With freedom to experiment, the independent, nonprofit charters have emphasized strategies known to help poor children learn -- longer school days, summer and Saturday classes, parent involvement and a cohesive, disciplined culture among staff members and students.Eduwonkette's complaint is about the accuracy of the Post's comparisons and she reaches back to 2004 and the hubbub that followed the AFT's report, which found that charter schools performed worse than traditional public schools. Eduwonkette's problem seems to be that charter school advocates are happy to take results coming from bad research design (the Post's coverage) so long as they are favorable, but jumped all over the research design of the AFT's report when it came out, even taking out a full page ad in the New York Times.
Sure, advocates are always happy to see results that support their position, but it's not fair or even all that reasonable to compare the Post's journalistic reporting of one city's results with the AFT's research report comparing charter schools and traditional public schools nationwide. The AFT sought to make a judgment on charter school performance across the nation, and made pretty big claims about the results, saying that they, "reinforce years of independent research that show charter schools do no better and often underperform comparable, regular public schools". In contrast, the Post made conclusions about the performance of charter schools in just one city, and, to their credit, included a graphic that shows the variance in charter school performance, rather than just relying on averages to tell the story.
This variance is the most important point in the story - that there is nothing inherent to charter schooling that produces higher student achievement, but, given the flexibility, there are some very concrete things schools can do to dramatically improve student achievement. That's good news for both charter schools and district-run public schools. And it's very good news for students.

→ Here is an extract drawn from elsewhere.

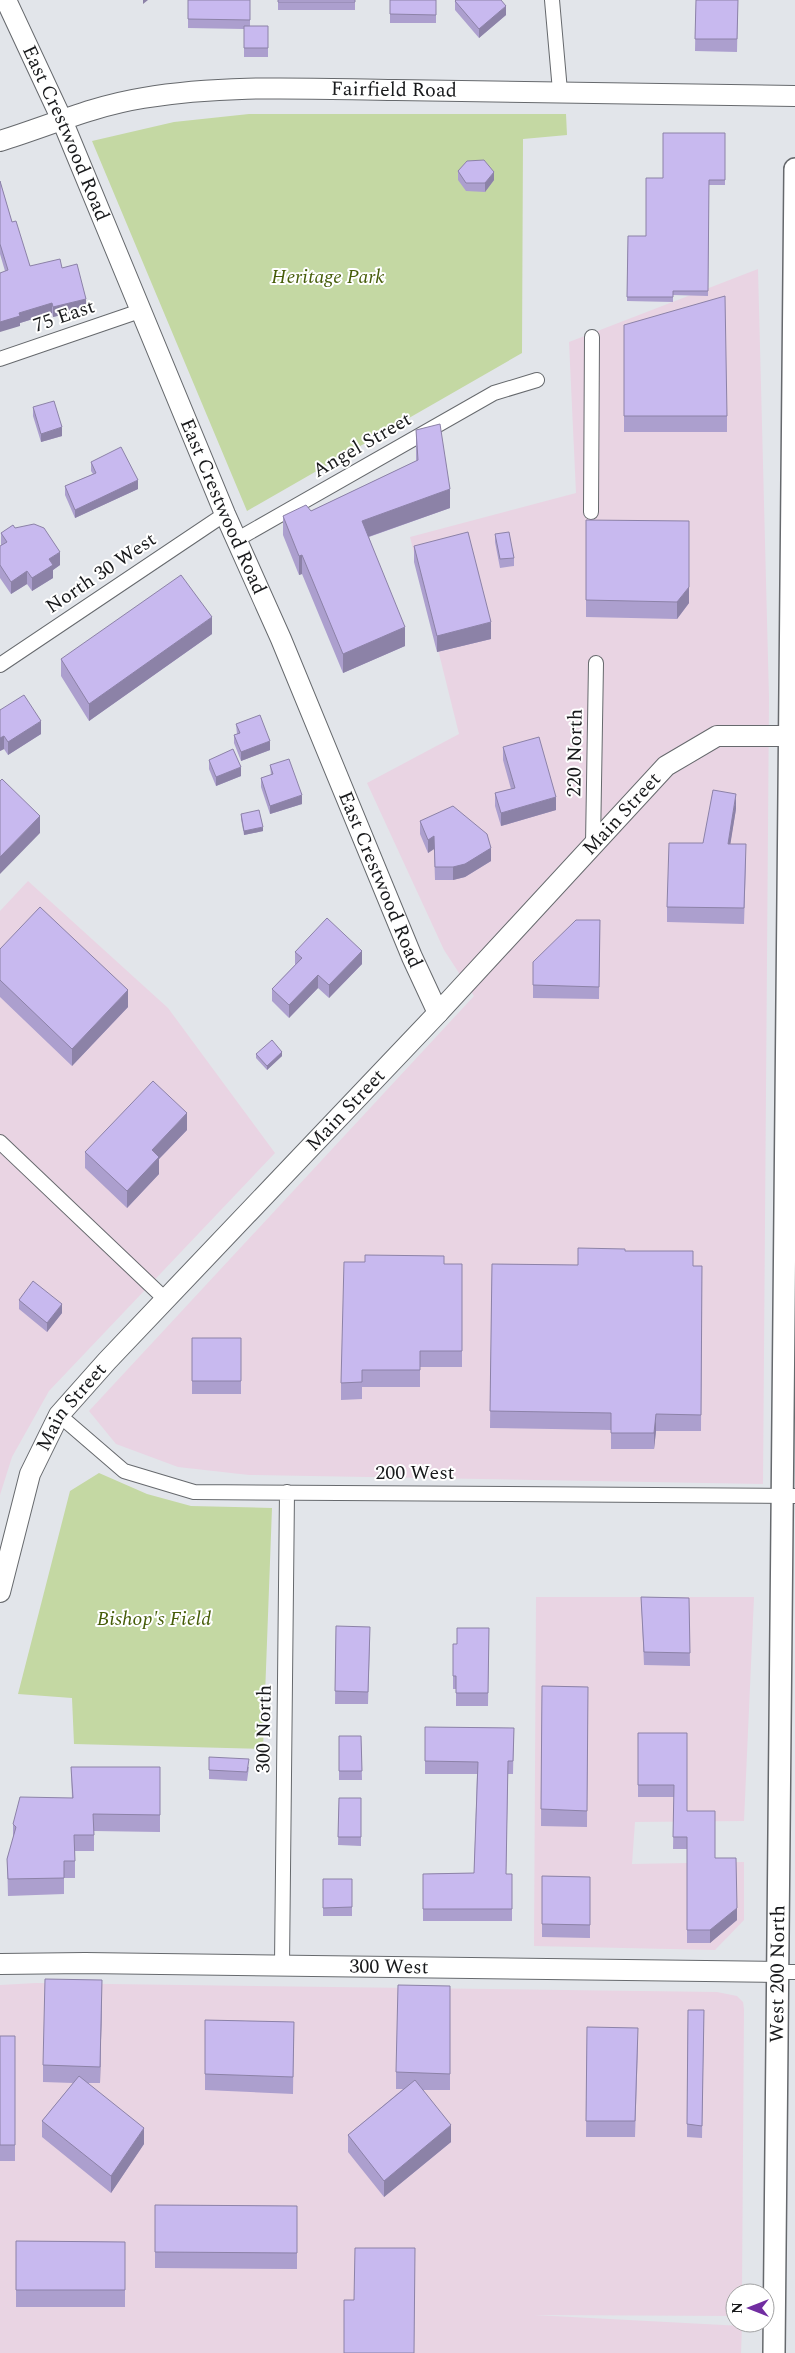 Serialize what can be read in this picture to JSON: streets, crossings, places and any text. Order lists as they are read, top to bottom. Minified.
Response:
{"streets":{"main road":["West 200 North"],"street":["Fairfield Road","East Crestwood Road","75 East","Angel Street","North 30 West","220 North","Main Street","200 West","300 North","300 West"]},"crossings":[["Fairfield Road","East Crestwood Road"],["East Crestwood Road","75 East"],["East Crestwood Road","Angel Street"],["East Crestwood Road","North 30 West"],["East Crestwood Road","Main Street"],["220 North","Main Street"],["Main Street","200 West"],["Main Street","West 200 North"],["200 West","300 North"],["200 West","West 200 North"],["300 North","300 West"],["300 West","West 200 North"]],"parks":["Heritage Park","Bishop's Field"],"north":"left"}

Of course Eduwonkette has a point about the difficulties inherent in drawing conclusions from these types of comparisons - it's difficult to get true random assignment or perfect control groups and there is interference from a host of confounding variables. And it's important that journalists understand and explain these limitations and contextualize the results. But I would argue that there are very different implications and responsibilities when this type of rough comparison is conducted by and reported in a newspaper article than when it comes as a research report from a national and very prominent organization.

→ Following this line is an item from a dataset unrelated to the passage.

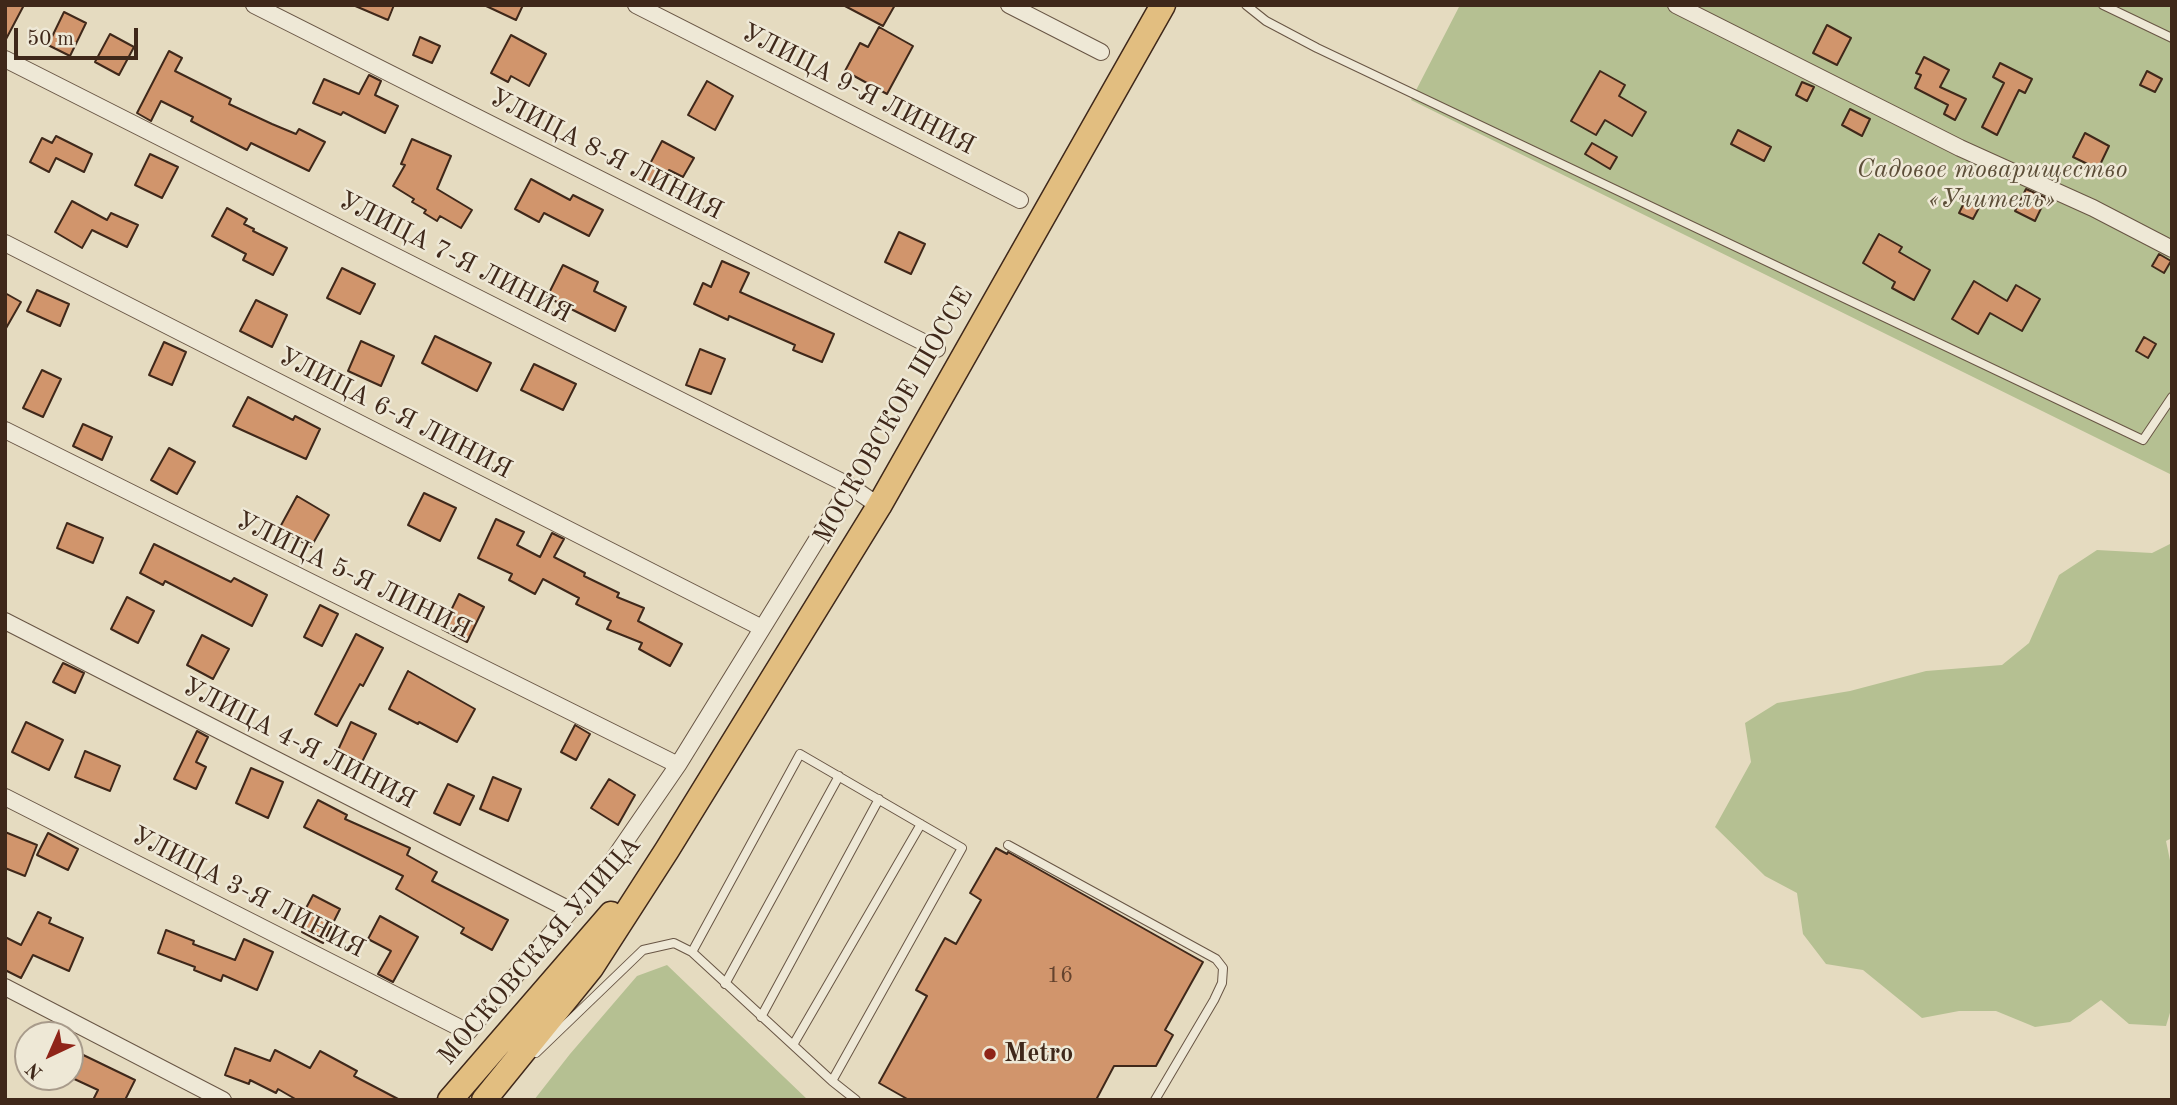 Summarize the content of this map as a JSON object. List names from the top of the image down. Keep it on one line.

It's also important to mention the Post's first story in their charter school series, this one focusing on potential conflicts of interest in the charter school board. Clearly, conflicts of interest are bad and should be avoided, but I'm having a hard time seeing 1) how, exactly, these conflicts of interest manifested themselves in bad decisions by the charter school board and 2) a negative impact on charter schools in D.C., which, as the second story indicates, are doing well in large part because of a rigorous approval process by the charter school board. As this letter to the editor states, it's very important that journalists avoid dragging someone through the mud simply because he happens to work in and have expertise in an area, and then volunteers his time to share that expertise in an official capacity. It sends a message to the business community that they, and their expertise, are not welcome in public education.